Scientists recently staged an experiment that recorded individual brain cells in the process of remembering a specific event, revealing not just where experiences are stored, but how the brain recreates them in memory. In the experiment, scientists recorded the brain activity of subjects who watched a series of film clips, and then asked them questions about what they’d seen. In each case, the neurons that showed activity when a particular film clip played fired again when researchers asked the subject to remember the clip. The memory of an event, then, is stored in the same cells that first experienced that event. Though summary memory most likely follows a different mechanism, encapsulating the rich panoply of sensory details under a headline (“Bitten by a Dog,” for example), the neurological link between experiencing an event and the brain’s memory of the event is firmly established: Direct memory is stored in the same brain cells that experience the event.

For the writer, the implication is clear. Memory is neurologically linked to the actual experience of the event. A writer can exploit this neurological link through the technique of sense memory, unlocking place details about a past event, and visceral emotions that can animate your characters. Sense memory can help you recapture direct experience, from the color of the sky when you first glimpsed the ocean to the sensation of the first ocean breeze that brushed across your face.

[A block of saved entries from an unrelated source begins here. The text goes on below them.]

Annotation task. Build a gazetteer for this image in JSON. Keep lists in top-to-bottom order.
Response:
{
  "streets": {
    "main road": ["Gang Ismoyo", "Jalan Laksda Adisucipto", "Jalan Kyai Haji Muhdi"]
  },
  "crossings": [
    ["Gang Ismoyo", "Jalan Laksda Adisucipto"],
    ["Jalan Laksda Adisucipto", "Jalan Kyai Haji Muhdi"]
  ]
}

Once you drill closer to the original memory, you’ll likely notice emotions that you thought you’d lost long ago. That emotional memory will help you connect with characters experiencing a similar emotion. A writer who imbues her characters with genuine emotion will generally avoid stereotype and cliché because she’s writing from her own emotional center, rather than from a stale idea. If, for example, you’re writing about a character who has just come face to face with a velociraptor, you don’t have to fall back on abstraction and summary with lines like, “John was terrified by the long fangs and slashing claws of the beast.” Instead, settle into your place of writing, close your eyes, and let your mind relax. Don’t think about anything for a few minutes. Imagine you’re on a raft in the middle of a warm pool, if that helps you relax. Then let your mind drift toward that time when, as a nine year old child, you came face to face with the neighbor’s growling dog. Don’t think in words. Don’t think at all.

Your first emotional memory will probably be a summary of the event, such as, “Wow, was I scared.” Most memories are filed under summaries like this, similar to a headline. Summary memories are the way you learned to tell the story of an event. It’s not direct memory. Move past this summary memory. Look at the ground where you were standing when you first faced the dog. What did it look like? Move your eye from side to side. Where are you? Is it cloudy or sunny? What does the day smell like? Can you hear anything? Now, what does the dog look like?

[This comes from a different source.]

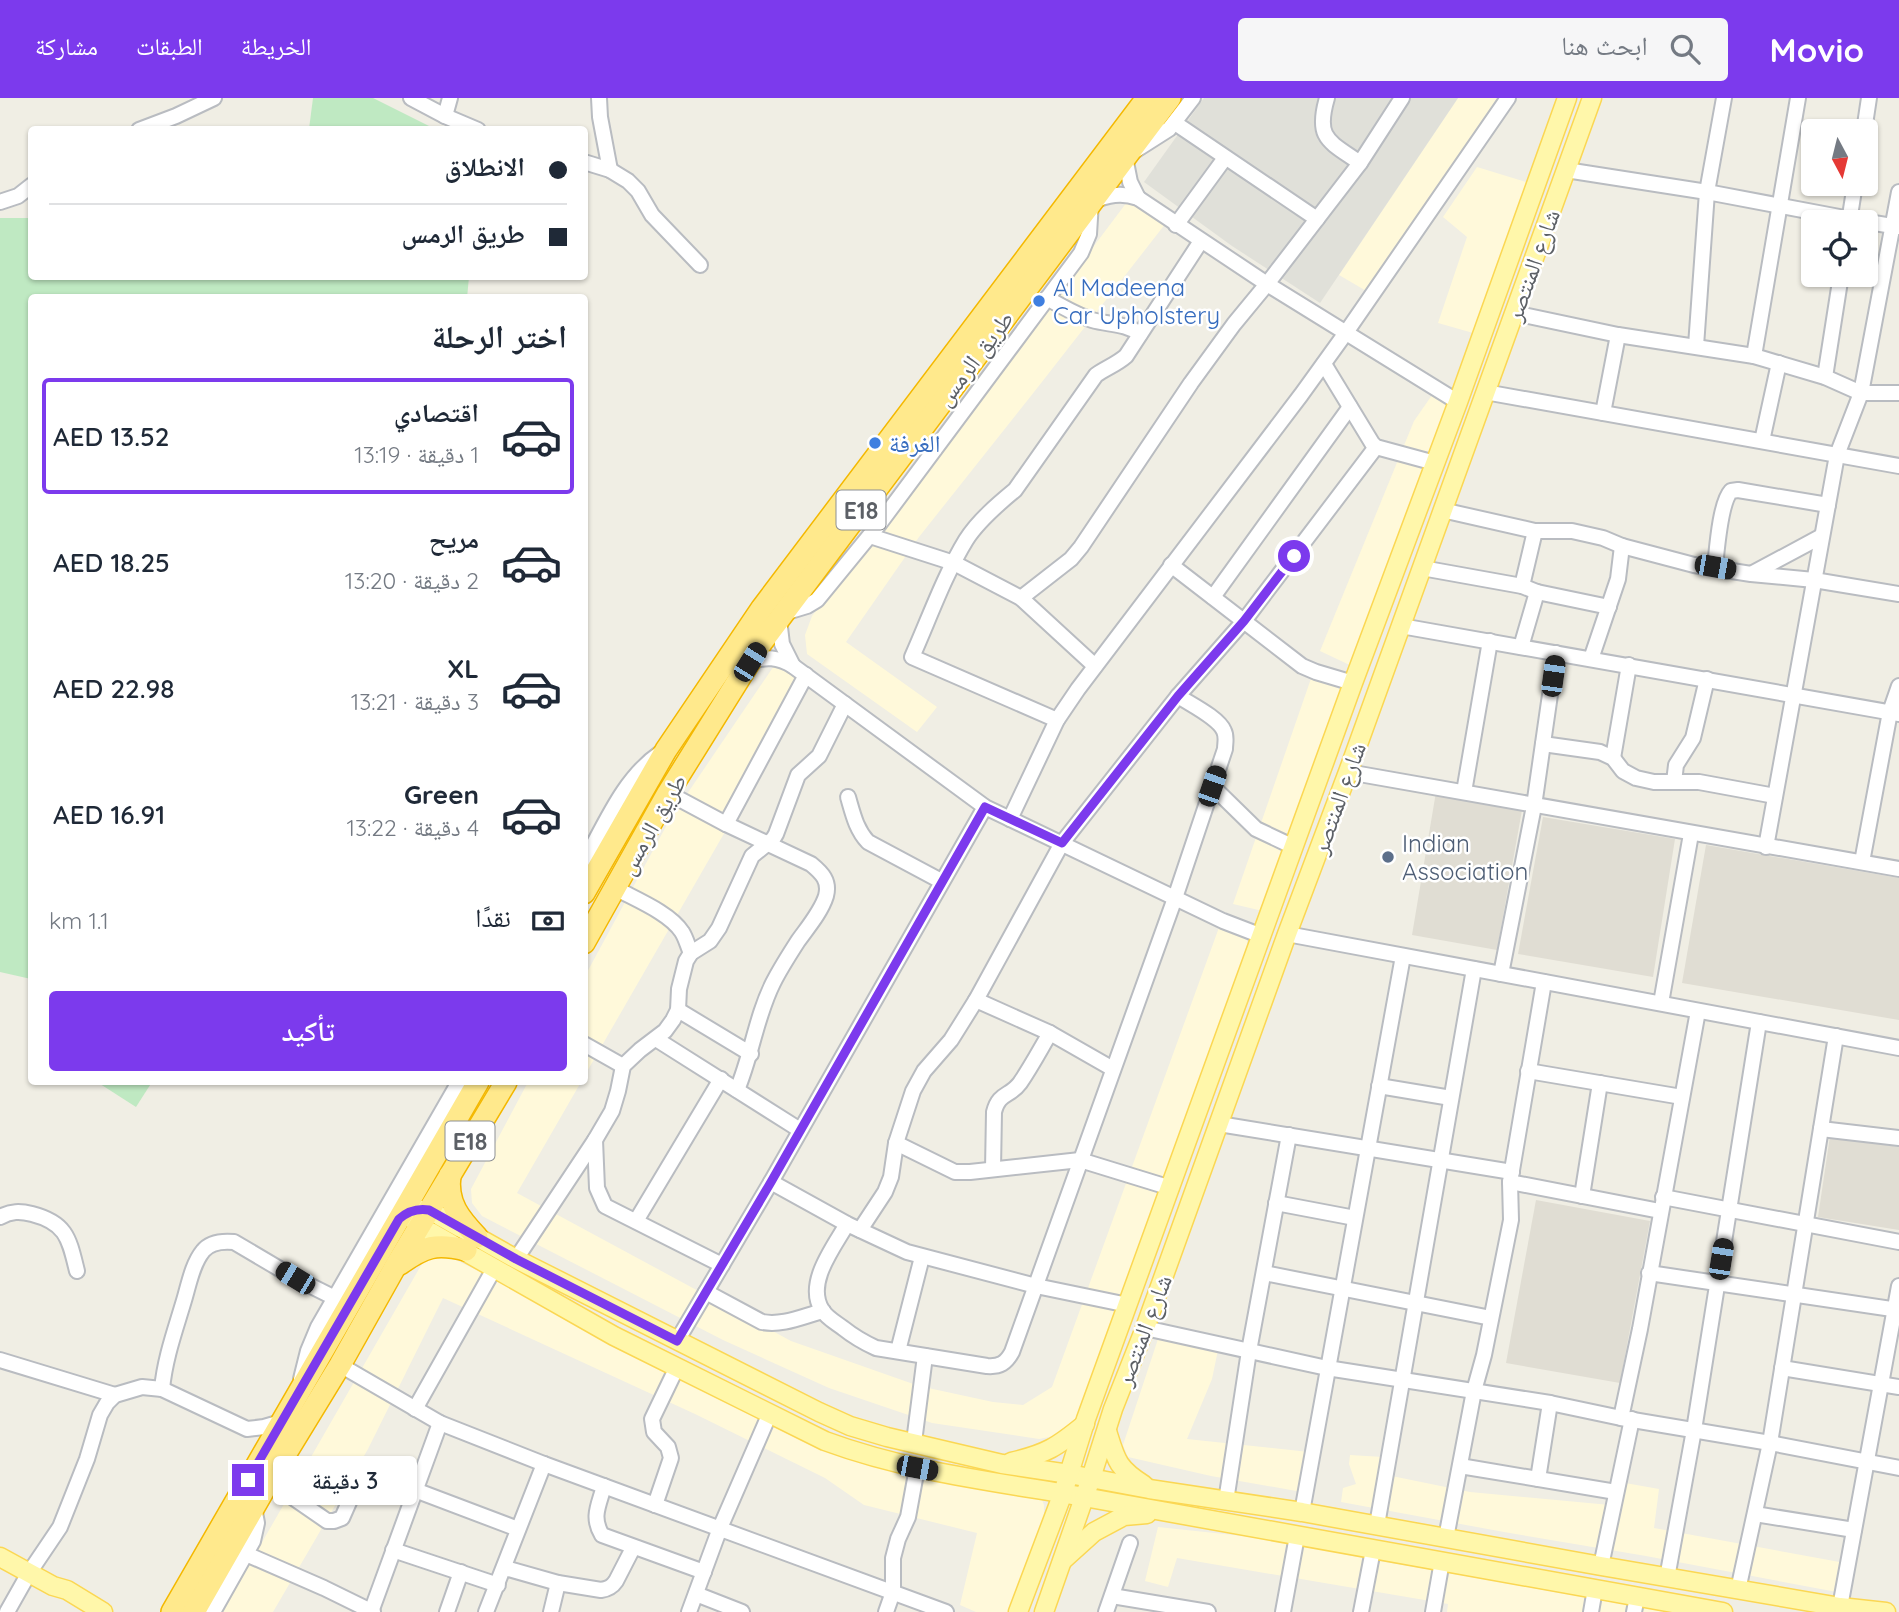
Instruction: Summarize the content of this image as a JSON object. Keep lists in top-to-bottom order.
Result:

This isn’t a precise script for accessing affective memory. Instead, use it as a guide to get deep inside your memories and improvise as necessary. When you remember what you were feeling as you were watching the dog, you should be fully in the moment, and the memory should resonate with rich emotional and physical detail. You’ve just remembered, with clarity, what it’s like to face a creature capable of ripping out your throat. Use the emotions you’ve uncovered to write the scene from the perspective of the character experiencing the same emotion.

When using sense memory, remember that if you can’t see, smell, hear, taste, feel, or touch it, you’re probably in abstract memory and haven’t gone deeply enough.

 

Coping with Critiques from Readers

It's easy to feel overwhelmed after a critique. We write a story feeling that we've communicated something vital, hoping that readers will connect with every word that we've written. When we discover that readers are confused, or that they’re less than enthusiastic about the work we've submitted, despair often follows. This is normal. I can't recall ever feeling particularly good about any critique I've ever received. I'll fight the critique in my head. I’ll question the judgment of the person who delivered it. Then, after a couple of days, I'll realize that the story I want to tell may still be powerful, but that my mastery of the craft has failed.

If readers aren't following, it's because you haven't led them. Every now and then you encounter a reader who won't be led, but most often, readers want to be led through a good story. If they aren't following, it's because you haven't yet discovered the way to lead them. Our primary responsibility is to guide readers through the complex world of our story. We do this by finding the right word/sentence/detail at the right time, the right path through the woods of story. Sometimes, we know exactly how to guide the reader; other times, it takes trial and error. Don't despair over the trial and error part; it's the nature of the process.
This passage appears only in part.